1. | What is Slope? |

2. | Slope of a Line |

3. | Slope of a Line Formula |

4. | How to Find Slope? |

5. | Types of Slope |

6. | Slope of Perpendicular Lines |

7. | Slope of Parallel Lines |

8. | FAQs on Slope |

## What is Slope?

The slope of a line is defined as the **change in y coordinate with respect to the change in x coordinate of that line**. The net change in y coordinate is Δy, while the net change in the x coordinate is Δx. So the change in y coordinate with respect to the change in x coordinate can be written as,

m = Δy/Δx

where,*m* is the slope

Note that tan θ = Δy/Δx

We also refer this tan θ to be the slope of the line.

## Slope of a Line

The slope of the line is the ratio of the rise to the run, or rise divided by the run. It describes the steepness of line in the coordinate plane. Calculating the slope of a line is similar to finding the slope between two different points. In general, to find the slope of a line, we need to have the values of any two different coordinates on the line.

### Slope Between Two Points

The slope of a line can be calculated using two points lying on the straight line. Given the coordinates of the two points, we can apply the slope of line formula. Let coordinates of those two points be,

P_{1} = (x_{1}, y_{1})

P_{2} = (x_{2}, y_{2})

As we discussed in the previous sections, the slope is the "change in y coordinate with respect to the change in x coordinate of that line". So, putting the values of Δy and Δx in the equation of slope, we know that:

Δy = y_{2} - y_{1}

Δx = x_{2} - x_{1}

Hence, using these values in a ratio, we get :

Slope = m = tan θ = (y_{2} - y_{1})/(x_{2} - x_{1})

where, m is the slope, and θ is the angle made by the line with the positive x-axis.

## Slope of a Line Formula

The slope of a line can be calculated from the equation of the line. The general slope of a line formula is given as,

y = mx + b

where,

- m is the slope, such that m = tan θ = Δy/Δx
- θ is the angle made by the line with the positive x-axis
- Δy is the net change in y-axis
- Δx is the net change in x-axis

### Slope of a Line Example

Let us recall the definition of slope of a line and try solving the example given below.
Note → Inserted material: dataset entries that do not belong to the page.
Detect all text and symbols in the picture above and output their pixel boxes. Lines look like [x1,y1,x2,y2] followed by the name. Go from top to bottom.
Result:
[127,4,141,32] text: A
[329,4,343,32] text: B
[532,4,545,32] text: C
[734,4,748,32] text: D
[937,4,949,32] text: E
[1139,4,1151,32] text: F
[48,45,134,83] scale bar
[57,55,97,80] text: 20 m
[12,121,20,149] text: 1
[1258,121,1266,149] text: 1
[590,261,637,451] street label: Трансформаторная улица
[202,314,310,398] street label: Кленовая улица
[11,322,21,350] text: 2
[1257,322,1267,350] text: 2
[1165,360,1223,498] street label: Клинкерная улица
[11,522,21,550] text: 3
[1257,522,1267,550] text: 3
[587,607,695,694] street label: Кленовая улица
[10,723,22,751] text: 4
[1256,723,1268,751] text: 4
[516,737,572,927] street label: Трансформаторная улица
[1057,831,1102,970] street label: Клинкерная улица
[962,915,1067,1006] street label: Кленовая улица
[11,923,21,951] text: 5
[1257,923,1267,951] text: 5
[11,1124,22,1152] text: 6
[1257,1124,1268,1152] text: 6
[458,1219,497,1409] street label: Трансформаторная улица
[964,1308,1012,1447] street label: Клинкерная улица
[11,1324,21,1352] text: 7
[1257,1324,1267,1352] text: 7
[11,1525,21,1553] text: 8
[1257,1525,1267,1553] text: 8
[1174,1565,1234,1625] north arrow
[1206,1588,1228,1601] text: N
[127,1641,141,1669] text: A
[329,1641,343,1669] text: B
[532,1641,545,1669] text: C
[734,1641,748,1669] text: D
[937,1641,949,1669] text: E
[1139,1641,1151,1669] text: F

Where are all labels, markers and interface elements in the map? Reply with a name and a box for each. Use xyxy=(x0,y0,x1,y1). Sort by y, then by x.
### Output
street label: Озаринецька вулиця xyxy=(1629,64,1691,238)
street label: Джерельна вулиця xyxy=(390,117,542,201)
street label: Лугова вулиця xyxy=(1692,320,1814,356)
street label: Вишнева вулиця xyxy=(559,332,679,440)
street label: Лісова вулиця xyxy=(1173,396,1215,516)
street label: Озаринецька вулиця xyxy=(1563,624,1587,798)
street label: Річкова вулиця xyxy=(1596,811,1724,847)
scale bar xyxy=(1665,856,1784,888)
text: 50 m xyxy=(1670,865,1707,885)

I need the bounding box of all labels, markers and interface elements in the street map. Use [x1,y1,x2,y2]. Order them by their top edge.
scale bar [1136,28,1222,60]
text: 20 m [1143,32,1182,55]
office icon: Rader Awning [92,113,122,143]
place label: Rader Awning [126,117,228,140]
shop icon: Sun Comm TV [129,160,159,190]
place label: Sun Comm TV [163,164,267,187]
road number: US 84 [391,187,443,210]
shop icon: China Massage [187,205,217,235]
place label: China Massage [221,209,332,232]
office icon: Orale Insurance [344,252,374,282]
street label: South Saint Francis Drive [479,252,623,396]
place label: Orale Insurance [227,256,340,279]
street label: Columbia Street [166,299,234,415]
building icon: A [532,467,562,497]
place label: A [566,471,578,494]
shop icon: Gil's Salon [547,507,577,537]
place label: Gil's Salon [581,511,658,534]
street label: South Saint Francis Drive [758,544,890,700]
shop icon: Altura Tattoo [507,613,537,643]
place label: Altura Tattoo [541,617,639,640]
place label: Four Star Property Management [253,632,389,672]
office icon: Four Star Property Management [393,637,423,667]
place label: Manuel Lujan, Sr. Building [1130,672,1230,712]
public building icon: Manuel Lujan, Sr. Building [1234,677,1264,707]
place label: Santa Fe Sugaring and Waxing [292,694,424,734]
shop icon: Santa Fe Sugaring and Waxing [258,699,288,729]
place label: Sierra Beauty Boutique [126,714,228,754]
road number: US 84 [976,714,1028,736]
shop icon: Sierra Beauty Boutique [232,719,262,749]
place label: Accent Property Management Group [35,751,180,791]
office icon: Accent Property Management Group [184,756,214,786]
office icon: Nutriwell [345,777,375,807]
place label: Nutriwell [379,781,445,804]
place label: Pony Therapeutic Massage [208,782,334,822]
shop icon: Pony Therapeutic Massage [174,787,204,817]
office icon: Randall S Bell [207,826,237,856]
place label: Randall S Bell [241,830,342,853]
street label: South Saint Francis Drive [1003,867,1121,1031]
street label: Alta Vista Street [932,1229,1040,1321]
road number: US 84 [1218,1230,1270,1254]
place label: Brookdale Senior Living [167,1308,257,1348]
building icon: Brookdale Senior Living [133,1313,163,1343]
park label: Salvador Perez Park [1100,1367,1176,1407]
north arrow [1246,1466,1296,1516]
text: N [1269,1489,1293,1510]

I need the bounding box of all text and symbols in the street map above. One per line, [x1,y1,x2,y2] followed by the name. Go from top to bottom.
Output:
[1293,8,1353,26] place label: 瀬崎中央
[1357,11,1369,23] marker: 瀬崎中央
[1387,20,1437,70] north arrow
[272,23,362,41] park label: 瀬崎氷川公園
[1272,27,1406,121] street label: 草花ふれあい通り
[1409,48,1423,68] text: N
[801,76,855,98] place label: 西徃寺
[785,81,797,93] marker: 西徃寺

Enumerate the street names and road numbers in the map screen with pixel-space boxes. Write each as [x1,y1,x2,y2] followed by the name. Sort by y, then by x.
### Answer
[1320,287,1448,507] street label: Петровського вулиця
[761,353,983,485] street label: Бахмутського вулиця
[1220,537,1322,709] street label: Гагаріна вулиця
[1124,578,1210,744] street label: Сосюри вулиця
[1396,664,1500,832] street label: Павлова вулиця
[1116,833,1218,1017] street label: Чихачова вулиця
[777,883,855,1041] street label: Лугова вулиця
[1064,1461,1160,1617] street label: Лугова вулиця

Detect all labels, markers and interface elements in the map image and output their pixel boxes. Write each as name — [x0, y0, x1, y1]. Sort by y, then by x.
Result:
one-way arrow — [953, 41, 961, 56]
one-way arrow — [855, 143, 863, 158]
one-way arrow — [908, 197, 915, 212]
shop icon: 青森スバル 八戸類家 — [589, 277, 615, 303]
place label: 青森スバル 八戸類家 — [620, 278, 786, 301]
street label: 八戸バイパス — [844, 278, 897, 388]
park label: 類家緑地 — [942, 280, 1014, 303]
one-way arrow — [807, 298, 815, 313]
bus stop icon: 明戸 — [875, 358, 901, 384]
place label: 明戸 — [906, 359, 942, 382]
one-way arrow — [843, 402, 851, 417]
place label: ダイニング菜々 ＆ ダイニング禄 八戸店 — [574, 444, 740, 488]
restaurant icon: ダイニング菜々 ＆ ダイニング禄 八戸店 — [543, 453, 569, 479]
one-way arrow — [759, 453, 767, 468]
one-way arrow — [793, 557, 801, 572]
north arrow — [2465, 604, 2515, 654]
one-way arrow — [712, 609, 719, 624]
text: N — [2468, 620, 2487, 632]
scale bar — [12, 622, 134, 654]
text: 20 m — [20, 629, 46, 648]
**Example: **What is the equation of a line whose slope is 1, and that passes through the point *(-1, -5)*?

**Solution:**

We know that if the slope is given as 1, then the value of *m* will be 1 in the general equation y = mx + b. So, we substitute the value of *m* as 1, and we get,

y = x + b

Now, we already have the value of one point on the line. So, we put the value of the point *(-1, -5) *in the equation y = x + b, and we get,

b = -4

Hence, substituting the values of *m* and *b* in the general equation, we get our final equation as y = x - 4.

Equation is: y = x - 4

## How to Find Slope?

We can find the slope of the line using different methods. The first method to find the value of the slope is by using the equation is given as,

m = (y_{2} - y_{1})/(x_{2} - x_{1})

where, m is the slope of the line.

Also, the change in x is **run **and the change in y is **rise **or **fall**. Thus, we can also define a slope as, m = rise/run

### Finding Slope from a Graph

While finding the slope of a line from the graph, one method is to directly apply the formula given the coordinates of two points lying on the line. Let's say the values of the coordinates of the two points are not given. So, we have another method as well to find the slope of the line. In this method, we try to find the tangent of the angle made by the line with the x-axis. Hence, we find the slope as given below.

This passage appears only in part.